Let $X$ be a random variable with a probability density $f(\cdot;\theta)$ where $\theta \in \Theta \subset \mathbb R$ is an unknown parameter. Suppose that we have a prior density $\pi(\theta)$, with associated random variable for the parameter $\tilde\Theta$. Suppose that we have a random sample $X_1, \dots, X_n$ from $X$.
The interest is in the hypothesis testing problem $$ H_0: \theta \in \Theta_0 \quad\text{vs.}\quad H_1: \theta \in \Theta_1,$$ where $\Theta_1 = \Theta \setminus \Theta_0$.

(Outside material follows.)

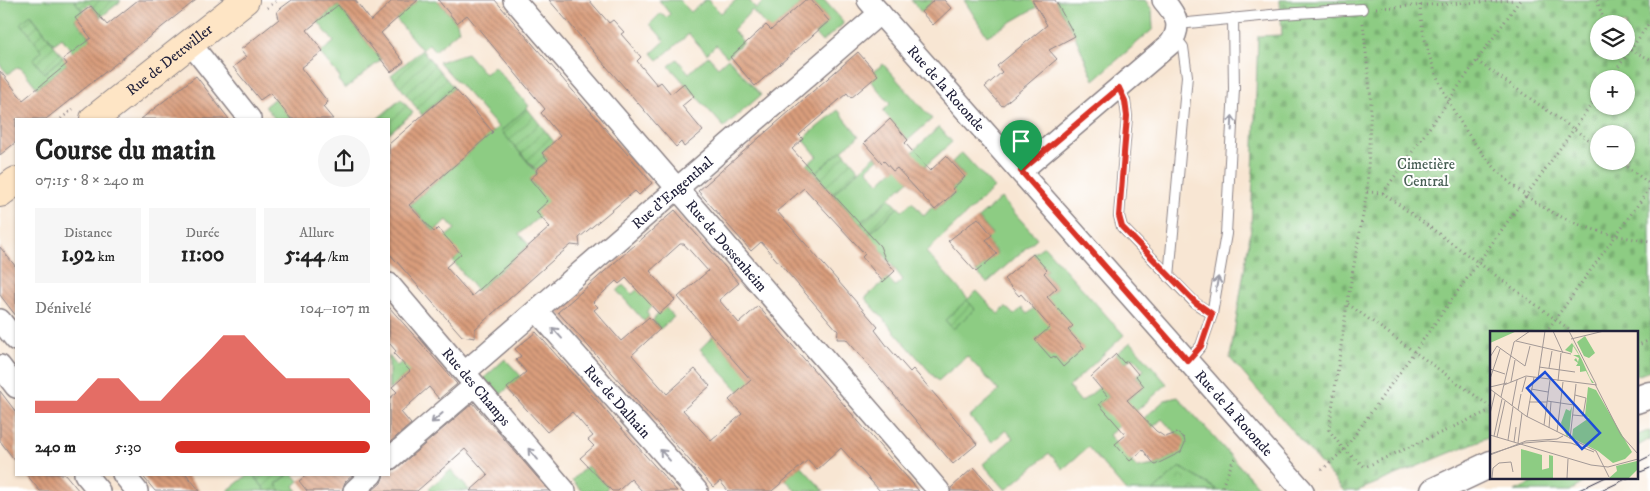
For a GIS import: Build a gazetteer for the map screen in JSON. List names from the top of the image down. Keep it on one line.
{"streets":{"main road":["Rue de Dettwiller"],"street":["Rue de la Rotonde","Rue d'Engenthal","Rue de Dossenheim","Rue des Champs","Rue de Dalhain"]},"crossings":[["Rue de la Rotonde","Rue d'Engenthal"],["Rue d'Engenthal","Rue de Dossenheim"],["Rue d'Engenthal","Rue des Champs"],["Rue d'Engenthal","Rue de Dalhain"]],"one_way":["Rue des Champs","Rue de Dalhain"],"parks":["Cimetière Central"],"page":{"map_buttons":["+","−"],"heading":["Course du matin","07:15 · 8 × 240 m"],"stats":[["Distance","1.92 km"],["Durée","11:00"],["Allure","5:44 /km"]],"chart":["Dénivelé","104–107 m"],"list":[{"name":"240 m","note":"5:30"}]}}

Now, according to my course notes, we should proceed as follows. We determine the ratio of the posterior probabilities
$$ \frac{P(\tilde\Theta \in \Theta_0 \mid X_1,\dots,X_n)}{P(\tilde\Theta \in \Theta_1 \mid X_1,\dots,X_n)} = \frac{P(\tilde\Theta \in \Theta_0) \int_{\Theta_0} \prod_{i=1}^n f(X_i;\theta) \pi(\theta) \,d\theta}{P(\tilde\Theta \in \Theta_1) \int_{\Theta_1} \prod_{i=1}^n f(X_i;\theta) \pi(\theta) \,d\theta}.$$
So we have $$ \frac{P(\tilde\Theta \in \Theta_0 \mid X_1,\dots,X_n)}{P(\tilde\Theta \in \Theta_1 \mid X_1,\dots,X_n)} = \frac{ \int_{\Theta_0} \prod_{i=1}^n f(X_i;\theta) \pi(\theta) \,d\theta}{ \int_{\Theta_1} \prod_{i=1}^n f(X_i;\theta) \pi(\theta) \,d\theta} \times \frac{\int_{\Theta_0} \pi(\theta)}{1 - \int_{\Theta_0} \pi(\theta)}.$$
However, we also have that the posterior density is given by $$f_{\tilde \Theta \mid X_1,\dots,X_n}(\theta\mid x_1,\dots,x_n) = \frac{\prod_{i=1}^n f(X_i;\theta) \pi(\theta)}{\int_{\Theta}\prod_{i=1}^n f(X_i;\theta) \pi(\theta)\,d\theta}.$$
So it seems to me that the factor $\frac{ \int_{\Theta_0} \prod_{i=1}^n f(X_i;\theta) \pi(\theta) \,d\theta}{ \int_{\Theta_1} \prod_{i=1}^n f(X_i;\theta) \pi(\theta) \,d\theta}$ is already the ratio of the posterior probabilities (since it is just the posterior distribution integrated over $\Theta_0$ and $\Theta_1$). Where is the mistake in my reasoning?